Aucun antibiotique ne semble plus efficace qu’un autre dans le traitement de la cellulite infectieuse et de l’érysipèle, selon une méta-analyse parue dans le JAMA Dermatology . De plus, la comparaison de protocoles fondés sur différentes combinaison de molécules, différentes voies d’administration ou différentes durées de traitement ne permet pas d’identifier un protocole plus efficace qu’un autre. Dans la mesure où ces conclusions sont issues d’études pour laquelle les preuves cliniques restent de qualité moyenne, de nouveaux essais dédiés à l’étude de la durée du traitement dans les formes sévères ou différents régimes posologiques permettraient d’apporter des éléments utiles pour offrir une meilleure prise en charge aux patients.

Principaux résultats

La méta-analyse a été menée à l’issue d’une revue des bases de données bibliographiques parues jusqu’en décembre 2018, soit 43 essais cliniques ayant rassemblé 5.999 sujets enfants et adultes (1 mois-96 ans) traités pour cellulite infectieuse ou érysipèle.
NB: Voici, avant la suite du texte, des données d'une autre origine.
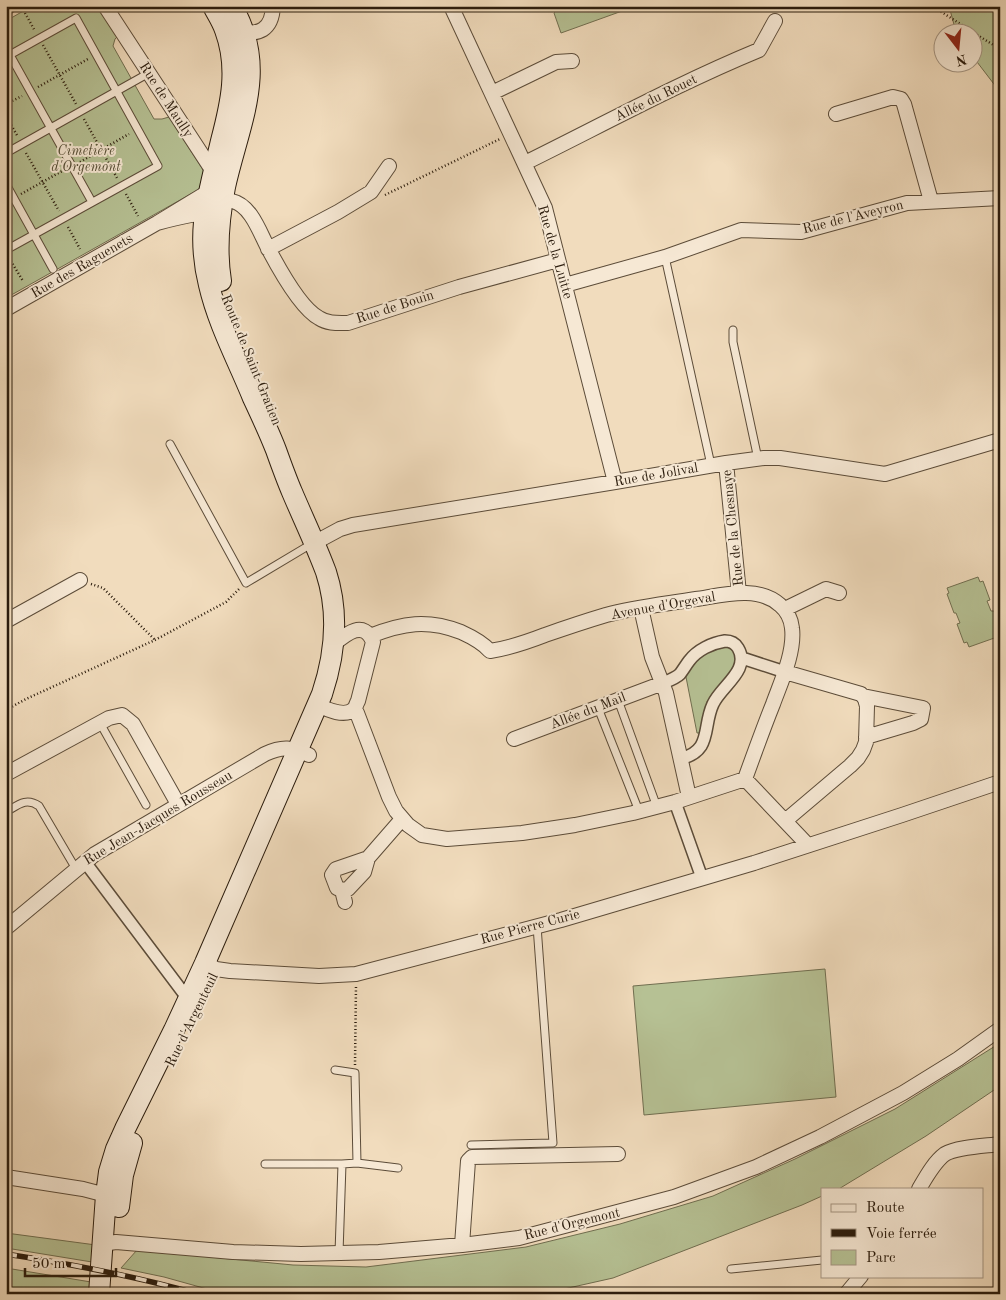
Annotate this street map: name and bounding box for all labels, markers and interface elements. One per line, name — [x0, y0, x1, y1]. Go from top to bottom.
north arrow — [934, 22, 984, 72]
text: N — [954, 51, 968, 68]
street label: Rue de Maully — [137, 60, 196, 141]
street label: Allée du Rouet — [613, 72, 699, 124]
park label: Cimetière d'Orgemont — [51, 144, 121, 175]
street label: Rue de l'Aveyron — [801, 198, 905, 236]
street label: Rue de la Luitte — [535, 203, 575, 301]
street label: Rue des Raguenets — [29, 231, 135, 301]
street label: Rue de Bouin — [354, 288, 436, 326]
street label: Route de Saint-Gratien — [218, 293, 284, 428]
street label: Rue de Jolival — [613, 461, 699, 489]
street label: Rue de la Chesnaye — [720, 469, 746, 587]
street label: Avenue d'Orgeval — [609, 590, 717, 622]
street label: Allée du Mail — [548, 690, 628, 732]
street label: Rue Jean-Jacques Rousseau — [81, 768, 235, 868]
street label: Rue Pierre Curie — [479, 907, 581, 947]
street label: Rue d'Argenteuil — [163, 970, 221, 1069]
legend — [821, 1188, 984, 1278]
text: Route — [866, 1201, 904, 1216]
street label: Rue d'Orgemont — [522, 1205, 622, 1243]
text: Voie ferrée — [866, 1227, 937, 1242]
scale bar — [25, 1245, 116, 1277]
text: Parc — [866, 1251, 896, 1266]
text: 50 m — [32, 1257, 66, 1272]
Plusieurs types d’interventions ont été comparés et n’ont pas permis de mettre en évidence une différence en termes de guérison, notamment : pénicillines contre céphalosporines, céphalosporines de nouvelle génération versus les plus anciennes, bêta-lactamines versus macrolides, lincosamides ou streptogramines, ou encore quinolone ou vancomycine, vancomycine seule ou en association, linézolide seul comparés à un autre antibiotique.
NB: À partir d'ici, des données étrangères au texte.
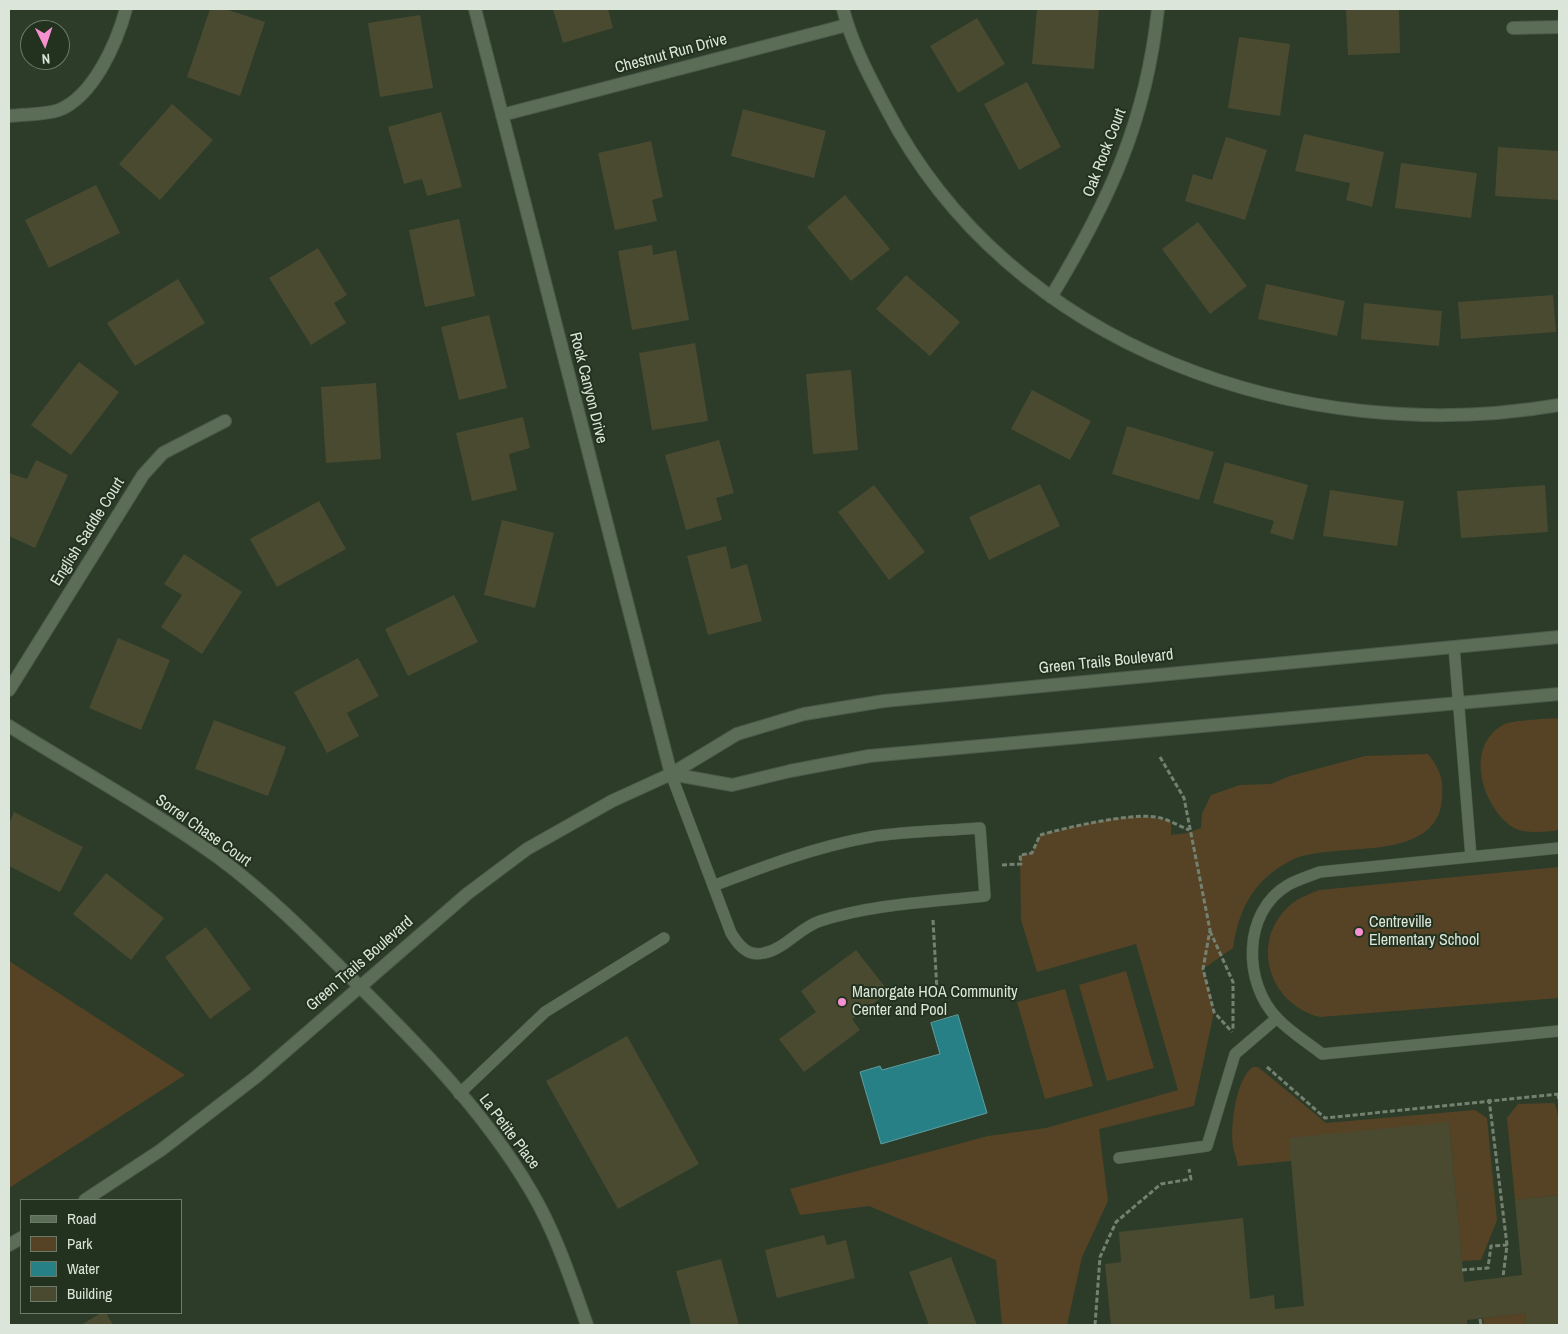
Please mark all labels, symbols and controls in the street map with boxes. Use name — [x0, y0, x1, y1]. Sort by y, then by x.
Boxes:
north arrow — [20, 20, 70, 70]
street label: Chestnut Run Drive — [613, 30, 729, 78]
text: N — [41, 50, 51, 68]
street label: Oak Rock Court — [1079, 106, 1131, 200]
street label: Rock Canyon Drive — [565, 330, 611, 446]
street label: English Saddle Court — [47, 474, 129, 590]
street label: Green Trails Boulevard — [1038, 645, 1174, 679]
street label: Sorrel Chase Court — [152, 791, 254, 871]
street label: Green Trails Boulevard — [303, 912, 417, 1016]
place label: Centreville Elementary School — [1369, 913, 1479, 951]
marker: Centreville Elementary School — [1353, 926, 1365, 938]
place label: Manorgate HOA Community Center and Pool — [852, 983, 1018, 1021]
marker: Manorgate HOA Community Center and Pool — [836, 996, 848, 1008]
street label: La Petite Place — [475, 1091, 543, 1173]
legend — [20, 1199, 182, 1314]
text: Road — [67, 1208, 96, 1229]
text: Park — [67, 1233, 92, 1254]
text: Water — [67, 1258, 99, 1279]
text: Building — [67, 1283, 112, 1304]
La comparaison de traitements maintenus 5 ou 7 jours n’a pas non plus permis d’obtenir de meilleurs résultats en termes de guérison. Enfin, concernant la voie d’administration, seules 4 petites études ont été consacrées à la comparaison des voies intraveineuse et orale : deux ont décrit une efficacité similaire des deux voies, tandis que les deux autres ont abouti à des résultats contradictoires.